ABOUT THIS EXERCISE ▸ An exact copy of the lines from the top of the data through the line with "filter:drop-shadow(0 0 1px" is what you should give, with no pictures in it.

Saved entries

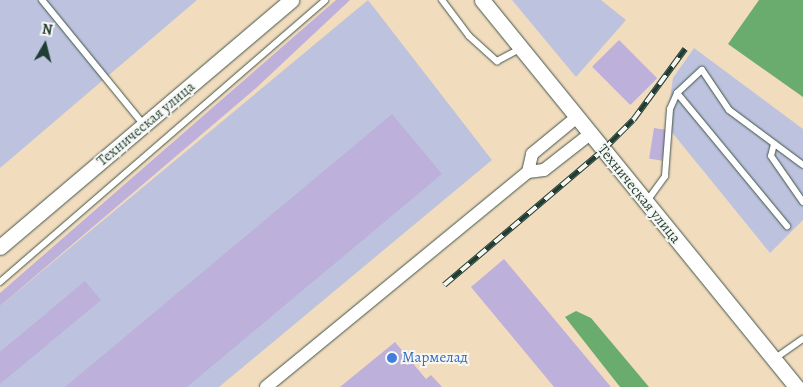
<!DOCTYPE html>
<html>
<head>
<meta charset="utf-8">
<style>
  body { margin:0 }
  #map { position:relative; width:803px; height:387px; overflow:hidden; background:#f2dcbe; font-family:Alegreya,serif }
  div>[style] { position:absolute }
  .industrial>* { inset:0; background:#bdc3de }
  .forest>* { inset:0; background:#6aab6e }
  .building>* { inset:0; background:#bdb0da; transform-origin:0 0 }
  .roads { filter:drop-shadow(0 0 1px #3f5549) drop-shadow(0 0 1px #3f5549) }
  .service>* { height:6px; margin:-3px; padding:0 3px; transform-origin:3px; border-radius:3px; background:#fff }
  .minor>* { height:12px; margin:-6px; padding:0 6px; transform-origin:6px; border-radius:6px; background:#fff }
  .tertiary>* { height:15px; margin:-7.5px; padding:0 7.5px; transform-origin:7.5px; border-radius:7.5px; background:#fff }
  .rail>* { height:5.5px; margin-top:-2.75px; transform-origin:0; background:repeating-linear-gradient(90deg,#f6f6f2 0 11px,#1f3d34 0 22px); box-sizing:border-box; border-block:1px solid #1f3d34 }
  .dots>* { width:14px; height:14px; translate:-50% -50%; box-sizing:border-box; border:2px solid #f6f6f2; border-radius:50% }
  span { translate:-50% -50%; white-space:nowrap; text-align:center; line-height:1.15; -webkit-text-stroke:4px #f6f6f2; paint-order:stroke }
  .street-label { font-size:15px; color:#1f3d34 }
  .shop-label { font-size:15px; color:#366cbe }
  .left { translate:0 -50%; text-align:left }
  .north { position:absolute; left:20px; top:20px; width:50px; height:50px; -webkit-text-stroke:4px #f6f6f2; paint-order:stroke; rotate:8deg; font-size:14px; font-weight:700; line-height:20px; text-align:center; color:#1f3d34 }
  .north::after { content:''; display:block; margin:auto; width:18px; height:22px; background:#1f3d34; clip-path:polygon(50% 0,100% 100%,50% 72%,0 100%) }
</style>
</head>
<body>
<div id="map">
  <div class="industrial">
    <div style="clip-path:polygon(0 0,197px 0,0 168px)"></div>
    <div style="clip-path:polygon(368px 0,492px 160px,219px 387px,0 387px,0 306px)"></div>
    <div style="clip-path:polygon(512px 0,601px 0,626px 20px,576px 77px)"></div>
    <div style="clip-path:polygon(694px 48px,803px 129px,803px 220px,770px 253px,666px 125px,673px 78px)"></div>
  </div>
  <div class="forest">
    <div style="clip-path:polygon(759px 0,803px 0,803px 97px,728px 44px)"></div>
    <div style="clip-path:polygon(576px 311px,591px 318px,649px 387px,620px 387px,565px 317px)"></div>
  </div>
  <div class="building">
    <div style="clip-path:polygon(336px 0,350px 0,255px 89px,0 306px,0 293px)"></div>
    <div style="left:619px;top:40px;width:54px;height:38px;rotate:45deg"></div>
    <div style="clip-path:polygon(392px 114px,442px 174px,187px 387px,65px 387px)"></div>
    <div style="left:654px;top:128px;width:13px;height:31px;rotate:9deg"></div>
    <div style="clip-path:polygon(504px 259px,611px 387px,554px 387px,471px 287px)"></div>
    <div style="clip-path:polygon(85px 281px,101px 300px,0 384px,0 352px)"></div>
    <div style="clip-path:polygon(395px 342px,426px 379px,431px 375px,442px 387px,340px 387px)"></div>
  </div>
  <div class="roads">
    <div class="service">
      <div style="left:42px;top:0;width:160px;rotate:50.8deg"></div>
      <div style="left:442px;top:0;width:45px;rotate:53.1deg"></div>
      <div style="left:469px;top:36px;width:38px;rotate:42deg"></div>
      <div style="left:497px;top:61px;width:26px;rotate:-28deg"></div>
      <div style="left:677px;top:93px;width:34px;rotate:-43deg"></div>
      <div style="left:702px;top:70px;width:48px;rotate:56deg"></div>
      <div style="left:729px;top:110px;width:92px;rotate:36.6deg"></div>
      <div style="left:774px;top:144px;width:12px;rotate:104deg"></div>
      <div style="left:771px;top:156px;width:56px;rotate:55.2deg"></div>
      <div style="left:647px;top:201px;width:31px;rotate:-54deg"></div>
      <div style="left:665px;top:176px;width:67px;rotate:-85.7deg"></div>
      <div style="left:670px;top:109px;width:17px;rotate:-66deg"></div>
      <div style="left:677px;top:93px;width:173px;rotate:50.4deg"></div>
      <div style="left:0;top:282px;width:430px;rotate:-40.9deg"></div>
      <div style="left:774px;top:359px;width:35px;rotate:-35deg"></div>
    </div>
    <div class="minor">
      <div style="left:528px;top:172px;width:18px;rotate:-77deg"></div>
      <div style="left:532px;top:154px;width:58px;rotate:-39.4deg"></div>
      <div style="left:266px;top:387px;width:339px;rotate:-39.4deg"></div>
      <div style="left:528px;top:172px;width:16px;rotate:-7deg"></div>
      <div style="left:544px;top:170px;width:58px;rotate:-38deg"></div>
    </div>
    <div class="tertiary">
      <div style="left:482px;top:0;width:499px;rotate:50.9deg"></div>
      <div style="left:0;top:247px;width:382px;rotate:-40.3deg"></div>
    </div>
  </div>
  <div class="rail">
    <div style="left:444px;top:285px;width:209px;rotate:-40.3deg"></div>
    <div style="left:603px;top:150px;width:42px;rotate:-45deg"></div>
    <div style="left:633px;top:120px;width:88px;rotate:-53.8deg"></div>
  </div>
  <div class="dots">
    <div style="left:392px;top:358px;background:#3f7fe0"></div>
  </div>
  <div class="street-label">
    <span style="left:146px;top:124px;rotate:-40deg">Техническая улица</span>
    <span style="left:639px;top:194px;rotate:51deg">Техническая улица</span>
  </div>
  <div class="shop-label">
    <span class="left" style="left:402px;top:358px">Мармелад</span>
  </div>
  <div class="north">N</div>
</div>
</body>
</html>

TASK RESPONSE ▸
<!DOCTYPE html>
<html>
<head>
<meta charset="utf-8">
<style>
  body { margin:0 }
  #map { position:relative; width:803px; height:387px; overflow:hidden; background:#f2dcbe; font-family:Alegreya,serif }
  div>[style] { position:absolute }
  .industrial>* { inset:0; background:#bdc3de }
  .forest>* { inset:0; background:#6aab6e }
  .building>* { inset:0; background:#bdb0da; transform-origin:0 0 }
  .roads { filter:drop-shadow(0 0 1px #3f5549) drop-shadow(0 0 1px #3f5549) }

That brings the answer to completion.